How does The Food Corridor help me manage my QuickBooks Online?

Reconciling kitchen revenue data with QuickBooks

Gnomes avatar
Written by Gnomes
Updated over a week ago

Many of our kitchens use QuickBooks Online to manage their budgeting and accounting. Because each kitchen sets up their chart of accounts differently, we want to provide some general best practices to help make reconciliation of your Food Corridor revenue data with your QuickBooks Online easy. 

The easiest option is to integrate your QuickBooks Online account with your Food Corridor account. Here is why the integration is so helpful. The integration allows you to simply export your paid client bills to QuickBooks and map each item in a sales receipt to the QB account of your choosing.

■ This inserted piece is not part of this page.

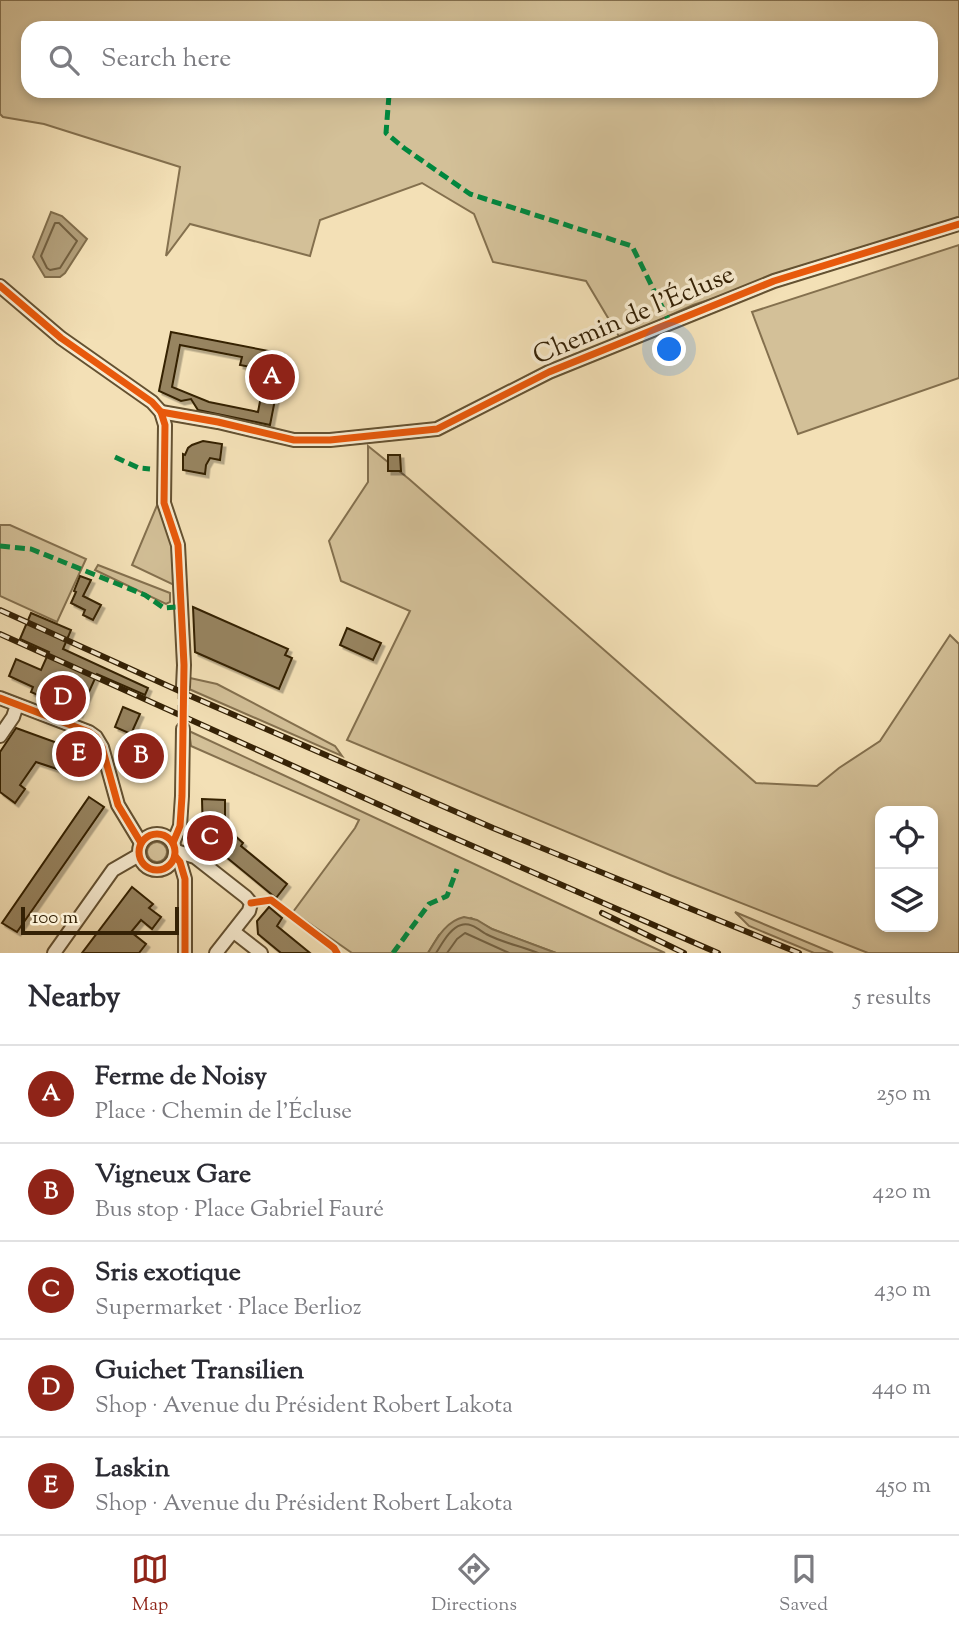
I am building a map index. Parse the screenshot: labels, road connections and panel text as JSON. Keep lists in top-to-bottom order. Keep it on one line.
{"streets":{"street":["Chemin de l'Écluse"]},"scale_bar":"100 m","page":{"search":"Search here","pins":["A","D","E","B","C"],"scale":"100 m","heading":["Nearby","5 results"],"list":[{"mark":"A","name":"Ferme de Noisy","note":"Place · Chemin de l'Écluse","value":"250 m"},{"mark":"B","name":"Vigneux Gare","note":"Bus stop · Place Gabriel Fauré","value":"420 m"},{"mark":"C","name":"Sris exotique","note":"Supermarket · Place Berlioz","value":"430 m"},{"mark":"D","name":"Guichet Transilien","note":"Shop · Avenue du Président Robert Lakota","value":"440 m"},{"mark":"E","name":"Laskin","note":"Shop · Avenue du Président Robert Lakota","value":"450 m"}],"nav":["Map","Directions","Saved"]}}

Here is how to get it started.

The integration is only for QuickBooks Online (not Desktop), and available only for US accounts. If this means the integration is not an option for you, or if you decide not to utilize the integration, the information below may assist your process.

General Process

Every kitchen is a little different with how they set up their QuickBooks account. Most kitchens on The Food Corridor reconcile their books after the 1st of the following month. This way all report data is complete at the time of reconciliation. (Note that Stripe transfers payments into a US kitchen's bank account after 2 days (3 days in Canada, with PADs payments taking a bit longer), and ACH payments may fail after another day or 2 and be reversed.)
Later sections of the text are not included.